Registration Dossier

Administrative data

Description of key information

In one acute oral toxicity study (BRRC, 1988), which was similar to the now deleted 401, trimethoxysilane was administered to rats (strain not given) by oral gavage. Signs of toxicity included sluggishness, lacrimation, an unsteady gait, distended abdomens, head and body twitches, piloerection, prostration, a moribund appearance, red crust around nose and eyes, diarrhea, an unkempt appearance and emaciation. At necrospy the animals that died had gas-filled stomachs and intestines, red and/or thick stomachs, a hard white material in the stomach, red intestines and red liquid-filled abdominal cavities. In survivors, the only macroscopic finding was mottled and tan to dark red appearance of several kidneys. The LD50 was 2361.6 mg/kg bw in males and 1497.6 mg/kg bw in females (based on a density of 0.96 g/cm3). In a number of additional studies, the LD50 for both males and females was >2000 mg/kg.
In the key dermal study (BRRC, 1988), which was similar to OECD 402, rabbits (strain not given) were exposed under occlusive conditions to trimethoxysilane. Clinical signs were sluggishness, salivation, prostration, emaciation, and a clear or red discharge around the nose. There were also signs of skin corrosion.
For inhalation, the key study (BRRC, 1988) was conducted according to OECD 403. Sprague-Dawley rats were exposed whole body to a vapour of the test substance for four hours. Clinical signs were blepharospasm, abdominal breathing, decreased motor activity, ataxia, slow surface-righting reflex, unkempt fur, decreased respiration rate and motor activity.
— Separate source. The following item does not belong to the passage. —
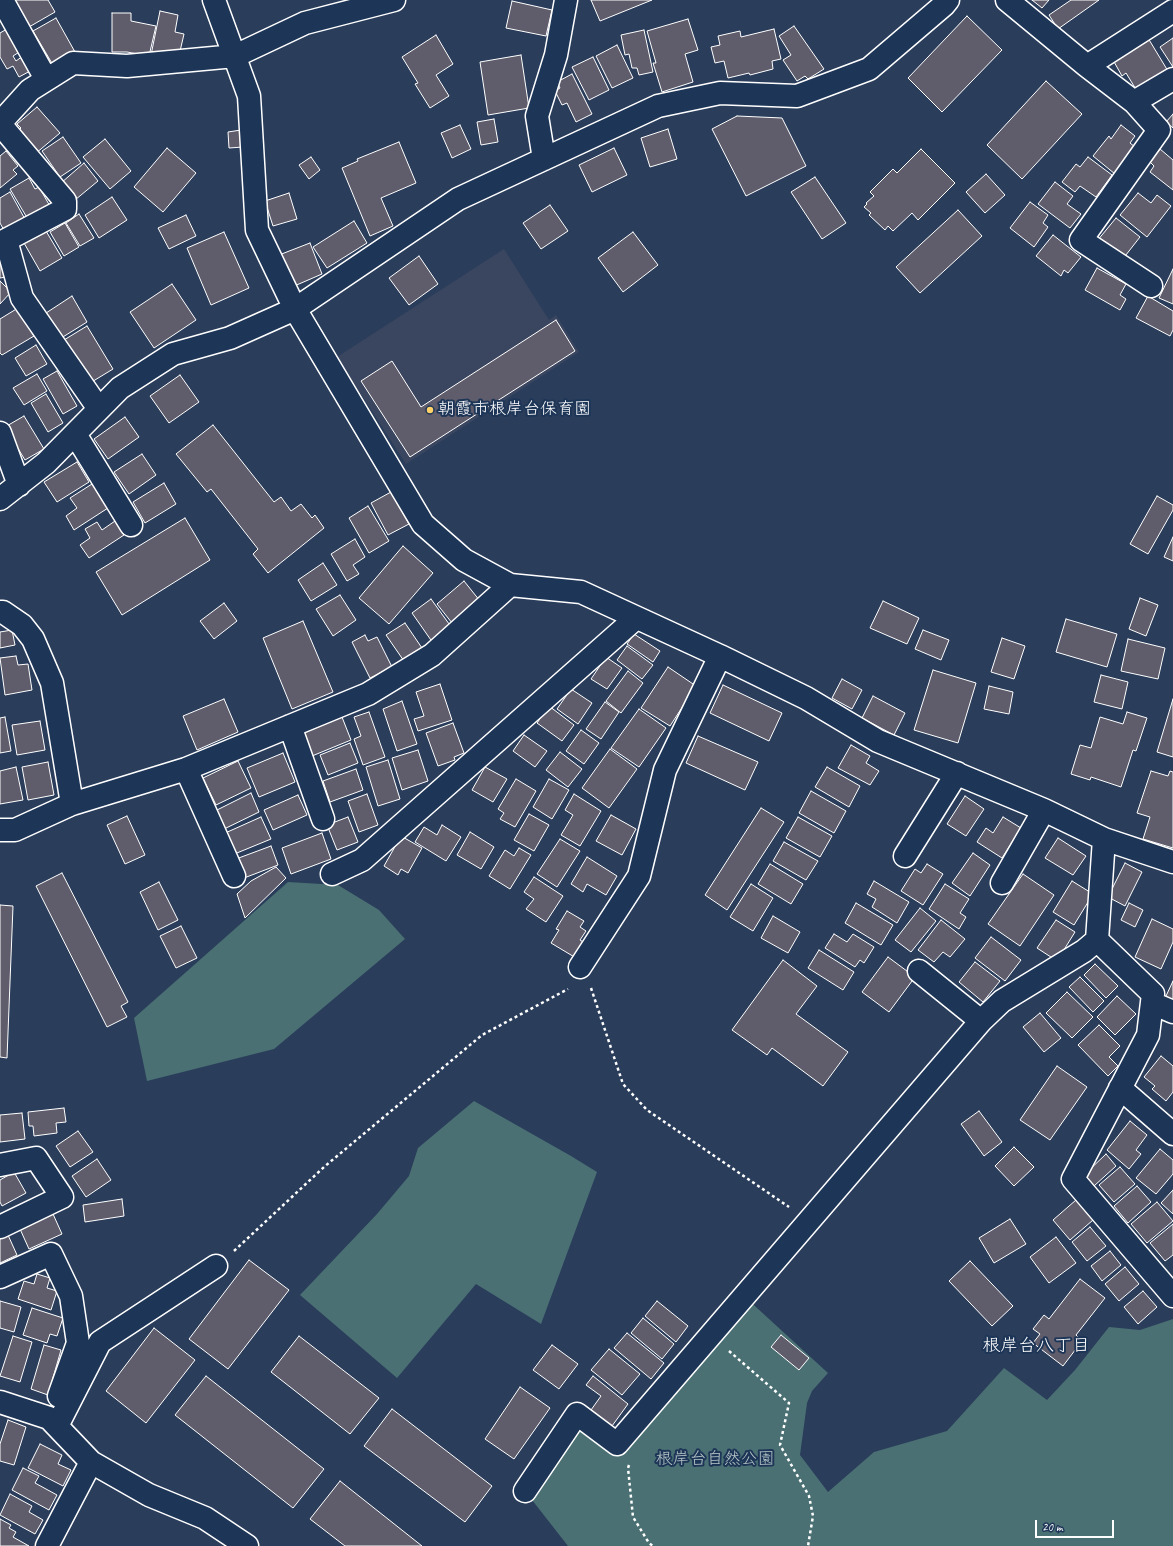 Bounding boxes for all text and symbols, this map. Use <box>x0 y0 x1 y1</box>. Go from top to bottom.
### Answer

The LC50 was 60 ppm.

Key value for chemical safety assessment

Acute toxicity: via oral route

Endpoint conclusion
Dose descriptor:
LD50
Value:
2 000 mg/kg bw

Acute toxicity: via inhalation route

Endpoint conclusion
Dose descriptor:
LC50
Value:
299.88 mg/m³

Acute toxicity: via dermal route

Endpoint conclusion
Dose descriptor:
LD50
Value:
6 048 mg/kg bw

Additional information

The studies with the highest reliability score (1 or 2) were selected as key studies. In the case of the oral route an overall LD50 of >2000 mg/kg bw (the limit dose) was selected as the key parameter because only one study gave a value less than this for females. All other acute oral studies gave LD50s greater than 2000 mg/kg bw in both males and females. Hence, on a weight-of-evidence the oral LD50 is greater than 2000 mg/kg bw. There were three reliability score 2 studies for the dermal route. The study selected as the key study was not the most recent, but unlike the most recent study, was able to identify an LD50 value rather than a range. Overall, for all routes the findings in the non-key studies were in agreement with the findings of the key study.

Justification for classification or non-classification

The evidence suggests that trimethoxysilane does not need be classified for acute oral or dermal toxicity.

Trimethoxyslane is labelled as 'R26: Very toxic by inhalation' according to Directive 67/548/EEC, and the proposed labelling under Regulation 1272/2008 is 'Acute toxic1 (vapour)'. This is based on the criteria LC50 0.5 mg/l. In addition, due to the corrosive effects observed in the respiratory tract, the substance is additional classified for Specific Target Organ Toxicity (Single Exposure) Category 3 under Regulation 1272/2008.